Driving the curves and hills of our region sometimes leads to unexpected tidbits of family and community history. Historic markers tell the stories of the builders and dreamers who have passed this way before us. Inclined to stop, we may read about the role of Elizabeth Wright Ingraham in founding Unity Chapel; the rough corduroy sections of the Old Military Road; or the 1832 construction of Fort Jackson in Mineral Point.

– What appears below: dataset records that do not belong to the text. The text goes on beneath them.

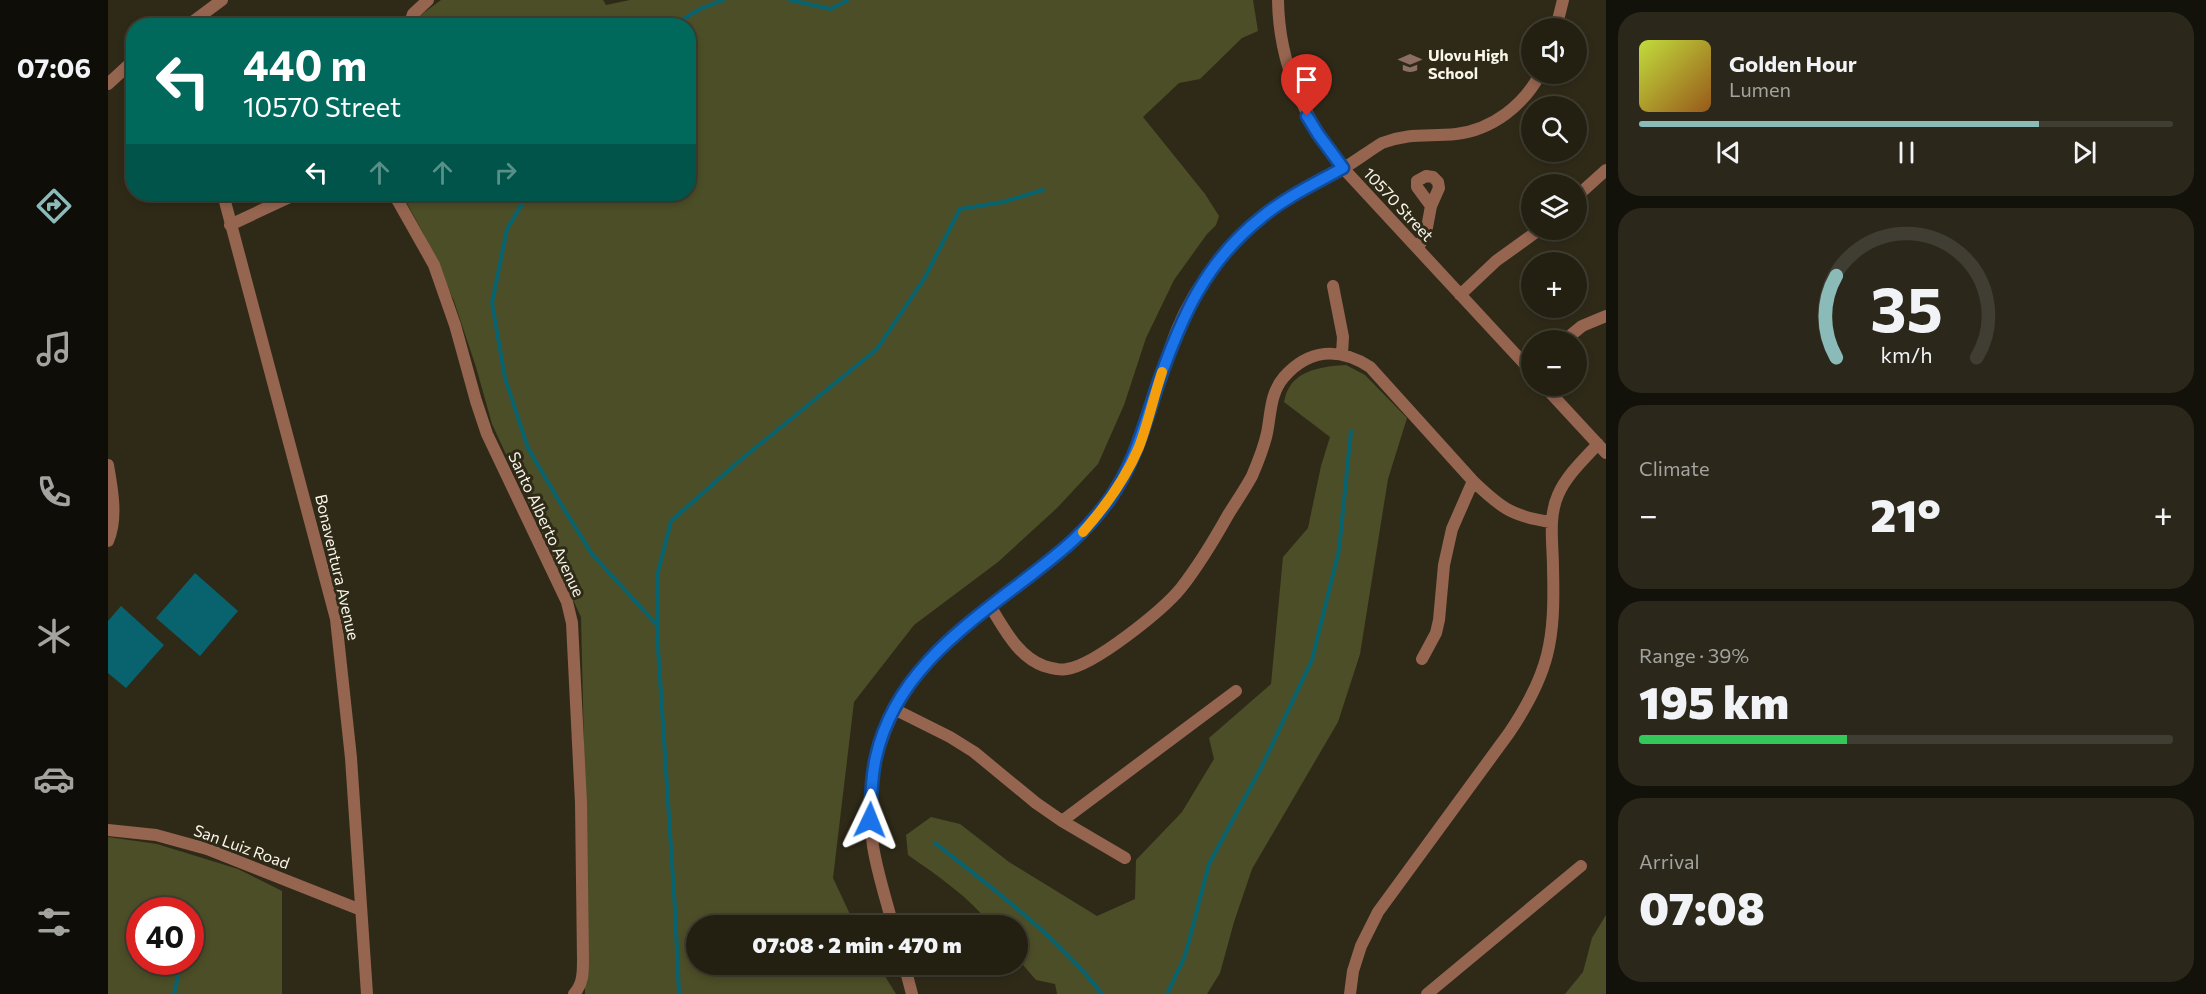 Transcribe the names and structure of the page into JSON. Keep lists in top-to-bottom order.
{
  "streets": {
    "street": [
      "10570 Street",
      "Santo Alberto Avenue",
      "Bonaventura Avenue",
      "San Luiz Road"
    ]
  },
  "crossings": [
    ["Bonaventura Avenue", "San Luiz Road"]
  ],
  "places": {
    "school or university": ["Ulovu High School"]
  },
  "page": {
    "tabs": "07:06",
    "map_buttons": ["+", "−"],
    "turn": ["440 m", "10570 Street"],
    "song": ["Golden Hour", "Lumen"],
    "tile": [
      "Climate",
      ["Range · 39%", "195 km"],
      ["Arrival", "07:08"]
    ],
    "heat": ["−", "21°", "+"],
    "limit": "40",
    "trip": "07:08 · 2 min · 470 m",
    "gauge": ["35", "km/h"]
  }
}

Whether you have a day or a week, any trip through southwestern Wisconsin can be enriched by identifying in advance markers of interest. They can plant our feet on ground connecting us to our ancestors and others who found meaning in the embrace of these hills and streams. Raising our eyes to the horizon, we can envision the families and soldiers, farmers and miners who pushed forward into these rich lands. We can almost see the Native American villages through the early morning fog along the riverways and historic roadways.
The Wisconsin Historical Society offers an online, interactive map of its 575 markers, as well as a chronological list according to the date erected. Click on a site to bring up basic stats and then click on “more info” to see a fuller story, often with photos and maps depicting an individual or the architecture of a fort or other once crucial structure. For instance, you might learn that Fort Jackson, built of vertically placed logs, served to shelter families and as a supply distribution point during the Black Hawk War.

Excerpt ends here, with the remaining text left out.